It is an exciting time for the church, new people are coming and finding Jesus and the promise of Isaiah is once again fulfilled in our age:
“Lift up your eyes round about and see; they all gather together, they come to you. Your sons will come from afar, and your daughters will be carried in the arms.”
The refugee crisis across Europe has brought opportunity we could never have dreamt of a few years ago. This is particularly true in Germany; here in the UK, some of us are finding our new members are, for the most part, from the Middle East or Eastern Europe.
But sometimes, too, we have to let go. People move on, maybe join another church, or return home.

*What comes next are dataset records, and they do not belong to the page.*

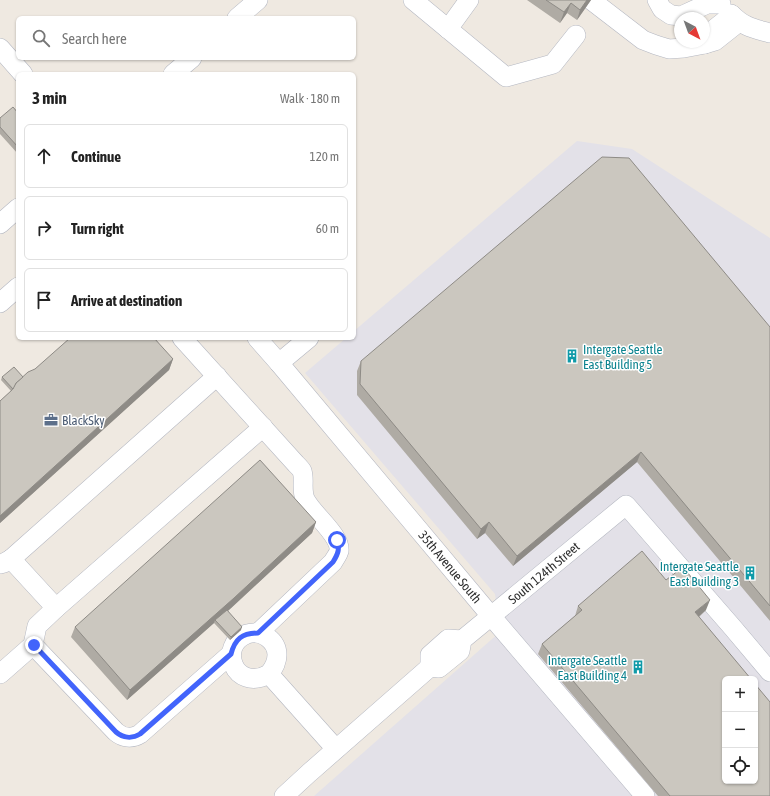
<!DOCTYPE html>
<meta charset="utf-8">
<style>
:root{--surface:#fff;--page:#f6f6f6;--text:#222;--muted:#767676;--line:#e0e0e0}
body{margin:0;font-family:"Asap Condensed",sans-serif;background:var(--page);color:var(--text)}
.controls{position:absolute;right:12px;bottom:12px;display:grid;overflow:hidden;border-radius:6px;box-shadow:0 1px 3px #0004}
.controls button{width:36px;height:36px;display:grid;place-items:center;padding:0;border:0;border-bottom:1px solid var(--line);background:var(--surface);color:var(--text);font:20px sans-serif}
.compass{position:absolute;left:674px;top:12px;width:36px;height:36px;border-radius:50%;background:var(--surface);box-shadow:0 1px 3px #0004;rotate:139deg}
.stop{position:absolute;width:12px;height:12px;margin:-9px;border:3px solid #4264fb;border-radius:50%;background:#fff}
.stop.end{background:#4264fb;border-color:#fff;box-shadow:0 1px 4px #0008}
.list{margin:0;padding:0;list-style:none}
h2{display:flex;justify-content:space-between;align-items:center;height:52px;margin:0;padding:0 16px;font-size:17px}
h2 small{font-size:13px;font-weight:400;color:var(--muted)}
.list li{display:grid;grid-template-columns:26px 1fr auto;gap:12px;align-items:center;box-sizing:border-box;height:64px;margin:0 8px 8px;padding:0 8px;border:1px solid var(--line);border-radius:6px}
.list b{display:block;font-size:15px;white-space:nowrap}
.list em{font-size:13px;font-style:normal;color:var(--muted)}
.icon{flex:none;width:22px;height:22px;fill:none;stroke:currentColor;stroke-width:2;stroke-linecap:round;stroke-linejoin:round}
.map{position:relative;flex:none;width:770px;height:796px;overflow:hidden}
.search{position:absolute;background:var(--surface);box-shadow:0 1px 3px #0004;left:16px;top:16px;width:340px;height:44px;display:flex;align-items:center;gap:10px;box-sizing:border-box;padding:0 14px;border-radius:6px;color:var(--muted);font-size:15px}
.panel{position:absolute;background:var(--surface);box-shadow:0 1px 3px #0004;left:16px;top:72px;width:340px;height:268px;border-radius:6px}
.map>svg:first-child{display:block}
.industrial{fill:#e3e1e8;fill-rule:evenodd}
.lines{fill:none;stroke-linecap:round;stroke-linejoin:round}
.minor-casing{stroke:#b4b7c1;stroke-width:20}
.minor{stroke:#fff;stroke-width:19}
.wall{fill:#afaba4}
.shaded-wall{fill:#8e8b86}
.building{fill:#cbc7bf;stroke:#8e8b86}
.route{stroke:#4264fb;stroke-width:5}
.labels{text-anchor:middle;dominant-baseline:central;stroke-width:3;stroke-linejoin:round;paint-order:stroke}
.culture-label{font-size:13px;fill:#0d838f;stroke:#fff;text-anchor:end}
.service-label{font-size:13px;fill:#4e5e75;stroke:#fff;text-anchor:start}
.street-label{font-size:13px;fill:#2e2e2e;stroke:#fff}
</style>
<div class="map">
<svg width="770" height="796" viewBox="0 0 770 796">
<rect width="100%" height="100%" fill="#efe9e1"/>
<!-- industrial -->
<path class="industrial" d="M577,141L632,149L770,238V796H314L500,632L495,594L305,373L346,338H354V331ZM725,679H755V781H725Z"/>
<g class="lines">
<!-- minor casing -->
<g class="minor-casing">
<g id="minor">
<path d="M413,0L506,77L553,64L576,35"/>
<path d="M591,0L643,40L656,45L669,49L684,48L705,44"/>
<path d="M657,0L662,9L671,15L681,16L707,4H721"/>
<path d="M731,14C744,27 752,28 770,33"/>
<path d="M732,15L708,34L705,44L715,41L739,22"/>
<path d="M237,18L258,0"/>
<path d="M448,29L469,0"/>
<path d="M0,48L23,74"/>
<path d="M173,74L192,58"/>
<path d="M0,224L18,208"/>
<path d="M0,303L18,287"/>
<path d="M182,338L296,464C298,466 301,469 302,471C305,479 301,489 305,499C312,514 341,535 339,551C338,555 335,558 333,562L258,633"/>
<path d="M257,338L279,363L491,616L645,796"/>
<path d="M279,363L309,338"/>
<path d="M11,559L217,376"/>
<path d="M0,564L4,563L11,559L56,608L37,626L33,645"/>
<path d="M56,608L263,427"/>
<path d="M430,667V655L448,639L462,640"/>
<path d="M0,674L33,645L116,732C123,738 132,739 140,734L231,654"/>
<path d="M269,674C279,662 281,647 267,637C261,633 253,632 247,634C217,645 234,693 269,674L336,749"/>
<path d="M284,796L309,773L430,667L439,668L460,651L462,640L626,505L733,628L770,672"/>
</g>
</g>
<!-- minor -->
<use href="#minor" class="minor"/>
</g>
<!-- wall -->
<g class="wall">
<path d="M527,0H591L577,20L567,13L560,23Z"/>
<path d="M18,113V154L0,134V118Z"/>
<path d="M770,327V621L637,462L513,566L485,533L477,539L357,395V371L361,361Z"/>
<path d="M173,359L169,370L0,523V401L11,391L1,380L2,377H23Z"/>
<path d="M316,522L312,533L228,611L241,630L230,640L214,623L127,700L71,637L75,627Z"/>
<path d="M666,580L706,610L699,617L770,796H658L538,654L542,644L575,616L578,606Z"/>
</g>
<!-- shaded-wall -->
<g class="shaded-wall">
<path d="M587,0H591L577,20L580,10Z"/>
<path d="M571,3L567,13L560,23L564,12Z"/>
<path d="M173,359L169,370L0,523V516Z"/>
<path d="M641,452L637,462L513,566L517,556Z"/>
<path d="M316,522L312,533L231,608L216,621L215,620L214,623L127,700L130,690Z"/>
<path d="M489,522L485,533L477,539L481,529Z"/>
<path d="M710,600L706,610L691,623L695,612Z"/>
<path d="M242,627L241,630L230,640L231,637Z"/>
</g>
<!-- building -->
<g class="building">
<path d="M546,0H587L580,10L571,3L564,12Z"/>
<path d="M13,107L18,113V147L0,127V118Z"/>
<path d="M602,157L629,158L770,327V606L641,452L517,556L489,522L481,529L360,384L361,361Z"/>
<path d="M70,338H154L173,359L0,516V401L12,390L16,383L28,372L35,369Z"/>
<path d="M14,367L23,377L16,383L13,389L2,377Z"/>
<path d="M260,460L316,522L234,598L130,690L75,627Z"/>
<path d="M642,551L666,580L683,567L710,600L695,612L751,679H725V781H755V684L770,702V796H670L542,644L582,610L578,606Z"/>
<path d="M227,610L242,627L231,637L215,620Z"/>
</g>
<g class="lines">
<!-- route -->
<path class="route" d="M34,645L116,732C123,738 132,739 140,734L231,654C235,639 242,633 258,633L333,562C338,554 340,549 337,540"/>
</g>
<!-- icons -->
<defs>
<g id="building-bare" transform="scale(1.08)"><path d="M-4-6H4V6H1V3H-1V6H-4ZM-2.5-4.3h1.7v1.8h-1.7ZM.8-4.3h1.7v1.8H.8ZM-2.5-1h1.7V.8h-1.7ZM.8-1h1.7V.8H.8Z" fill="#0f9aa8" stroke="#fff" stroke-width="2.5" paint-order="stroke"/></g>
<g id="office-bare" transform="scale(1.08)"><path d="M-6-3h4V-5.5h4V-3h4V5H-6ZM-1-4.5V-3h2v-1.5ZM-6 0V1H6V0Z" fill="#5c6f8a" stroke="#fff" stroke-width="2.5" paint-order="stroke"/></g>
</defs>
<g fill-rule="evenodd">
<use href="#building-bare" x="572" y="356"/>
<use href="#office-bare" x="51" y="420"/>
<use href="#building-bare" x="750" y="573"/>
<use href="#building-bare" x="638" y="667"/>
</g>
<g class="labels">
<!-- culture labels -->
<g class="culture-label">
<text x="583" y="349" text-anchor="start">Intergate Seattle<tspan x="583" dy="15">East Building 5</tspan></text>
<text x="739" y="566">Intergate Seattle<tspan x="739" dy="15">East Building 3</tspan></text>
<text x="627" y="660">Intergate Seattle<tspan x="627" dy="15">East Building 4</tspan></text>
</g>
<!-- service labels -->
<g class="service-label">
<text x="62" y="420">BlackSky</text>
</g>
<!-- street labels -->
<g class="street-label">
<text transform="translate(450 567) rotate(50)">35th Avenue South</text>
<text transform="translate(544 573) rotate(-40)">South 124th Street</text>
</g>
</g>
</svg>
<div class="controls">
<button>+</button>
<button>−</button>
<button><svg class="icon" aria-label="locate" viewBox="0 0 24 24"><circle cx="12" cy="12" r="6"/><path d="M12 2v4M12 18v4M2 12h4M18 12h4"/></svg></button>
</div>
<svg class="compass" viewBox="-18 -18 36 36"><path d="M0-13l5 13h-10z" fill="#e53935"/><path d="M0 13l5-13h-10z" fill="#767676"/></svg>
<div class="stop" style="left:337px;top:540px"></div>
<div class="stop end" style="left:34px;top:645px"></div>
<div class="search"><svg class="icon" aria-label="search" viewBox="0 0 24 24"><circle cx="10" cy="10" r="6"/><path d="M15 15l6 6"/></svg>Search here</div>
<section class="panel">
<h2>3 min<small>Walk · 180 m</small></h2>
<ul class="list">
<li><svg class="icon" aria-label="ahead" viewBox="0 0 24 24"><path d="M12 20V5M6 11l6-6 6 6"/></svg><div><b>Continue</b></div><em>120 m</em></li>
<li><svg class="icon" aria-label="right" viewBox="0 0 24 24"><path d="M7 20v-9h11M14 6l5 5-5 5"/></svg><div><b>Turn right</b></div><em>60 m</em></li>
<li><svg class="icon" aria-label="arrive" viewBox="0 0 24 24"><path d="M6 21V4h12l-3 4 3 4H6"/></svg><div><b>Arrive at destination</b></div></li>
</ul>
</section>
</div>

This Sunday we bade a sad goodbye to one of our new Iranian brothers. After years of waiting for a positive decision from the Home Office, he is off to work in another city where he also has family and accommodation. I asked the congregation to stretch out their hand in blessing towards him. He went with our love, our heart. Love’s nature is to reach out with an open hand and never clutch for itself, whether people (however dear), ministry or things.
Paul, speaking of material blessing, writes to the Corinthian converts of being enriched in every way in order to be generous in every way; this way of life is win-win – it will cause many people to give thanks to God. (2 Corinthians 9:11)
There is great blessing in open-handedness. Jesus said:
“Give, and it will be given to you. Good measure, pressed down, shaken together, running over, will be put into your lap. For with the measure you use it will be measured back to you.” (Luke 6:38).
These words are spoken in the context of showing godly mercy and forgiveness; I believe they also speak of us, like God, showing generous love.
Open-handedness does not make us poorer; it makes us richer. As we give, God, in a way that only He can choose, gives to us.
Let’s love people, but not cling on; let’s give but be prepared to give away as we learn to leave those we love in God’s hands.